- **Activity**
With the line containing "Instruction: Build a" as the start and the line containing "Map reading. Parse" as the end, transcribe that span of the entries below exactly, including both.

Top of Data for this task

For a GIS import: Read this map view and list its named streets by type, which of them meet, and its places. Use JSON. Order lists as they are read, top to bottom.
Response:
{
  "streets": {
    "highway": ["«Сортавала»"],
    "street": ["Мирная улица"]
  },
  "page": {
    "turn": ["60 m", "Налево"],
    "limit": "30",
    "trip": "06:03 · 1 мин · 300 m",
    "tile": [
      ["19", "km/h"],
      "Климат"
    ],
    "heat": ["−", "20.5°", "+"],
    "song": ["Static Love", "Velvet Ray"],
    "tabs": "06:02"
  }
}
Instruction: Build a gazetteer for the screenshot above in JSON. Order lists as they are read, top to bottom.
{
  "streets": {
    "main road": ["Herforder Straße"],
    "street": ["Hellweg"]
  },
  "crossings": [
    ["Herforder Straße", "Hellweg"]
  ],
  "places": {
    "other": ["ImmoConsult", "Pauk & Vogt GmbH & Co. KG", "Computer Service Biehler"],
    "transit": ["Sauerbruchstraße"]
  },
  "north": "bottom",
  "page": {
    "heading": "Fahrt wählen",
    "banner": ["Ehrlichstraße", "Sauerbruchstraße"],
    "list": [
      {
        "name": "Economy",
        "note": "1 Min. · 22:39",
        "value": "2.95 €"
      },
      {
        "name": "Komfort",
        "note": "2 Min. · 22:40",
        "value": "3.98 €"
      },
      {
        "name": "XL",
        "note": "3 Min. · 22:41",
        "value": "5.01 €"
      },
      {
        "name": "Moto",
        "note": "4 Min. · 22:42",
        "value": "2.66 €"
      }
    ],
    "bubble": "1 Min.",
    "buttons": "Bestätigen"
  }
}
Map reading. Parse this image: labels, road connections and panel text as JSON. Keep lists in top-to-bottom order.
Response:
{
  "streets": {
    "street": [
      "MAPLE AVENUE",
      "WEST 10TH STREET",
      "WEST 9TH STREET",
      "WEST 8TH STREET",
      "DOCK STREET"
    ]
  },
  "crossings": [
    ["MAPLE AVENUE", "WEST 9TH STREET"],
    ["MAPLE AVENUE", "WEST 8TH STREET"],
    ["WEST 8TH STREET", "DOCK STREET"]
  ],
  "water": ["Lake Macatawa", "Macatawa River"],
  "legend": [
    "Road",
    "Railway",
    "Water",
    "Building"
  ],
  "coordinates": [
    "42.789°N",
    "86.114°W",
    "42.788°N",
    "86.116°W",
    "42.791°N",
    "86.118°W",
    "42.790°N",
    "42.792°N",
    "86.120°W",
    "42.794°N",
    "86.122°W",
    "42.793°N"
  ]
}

Bottom of Data for this task

- **Exercise result**
Instruction: Build a gazetteer for the screenshot above in JSON. Order lists as they are read, top to bottom.
{
  "streets": {
    "main road": ["Herforder Straße"],
    "street": ["Hellweg"]
  },
  "crossings": [
    ["Herforder Straße", "Hellweg"]
  ],
  "places": {
    "other": ["ImmoConsult", "Pauk & Vogt GmbH & Co. KG", "Computer Service Biehler"],
    "transit": ["Sauerbruchstraße"]
  },
  "north": "bottom",
  "page": {
    "heading": "Fahrt wählen",
    "banner": ["Ehrlichstraße", "Sauerbruchstraße"],
    "list": [
      {
        "name": "Economy",
        "note": "1 Min. · 22:39",
        "value": "2.95 €"
      },
      {
        "name": "Komfort",
        "note": "2 Min. · 22:40",
        "value": "3.98 €"
      },
      {
        "name": "XL",
        "note": "3 Min. · 22:41",
        "value": "5.01 €"
      },
      {
        "name": "Moto",
        "note": "4 Min. · 22:42",
        "value": "2.66 €"
      }
    ],
    "bubble": "1 Min.",
    "buttons": "Bestätigen"
  }
}
Map reading. Parse this image: labels, road connections and panel text as JSON. Keep lists in top-to-bottom order.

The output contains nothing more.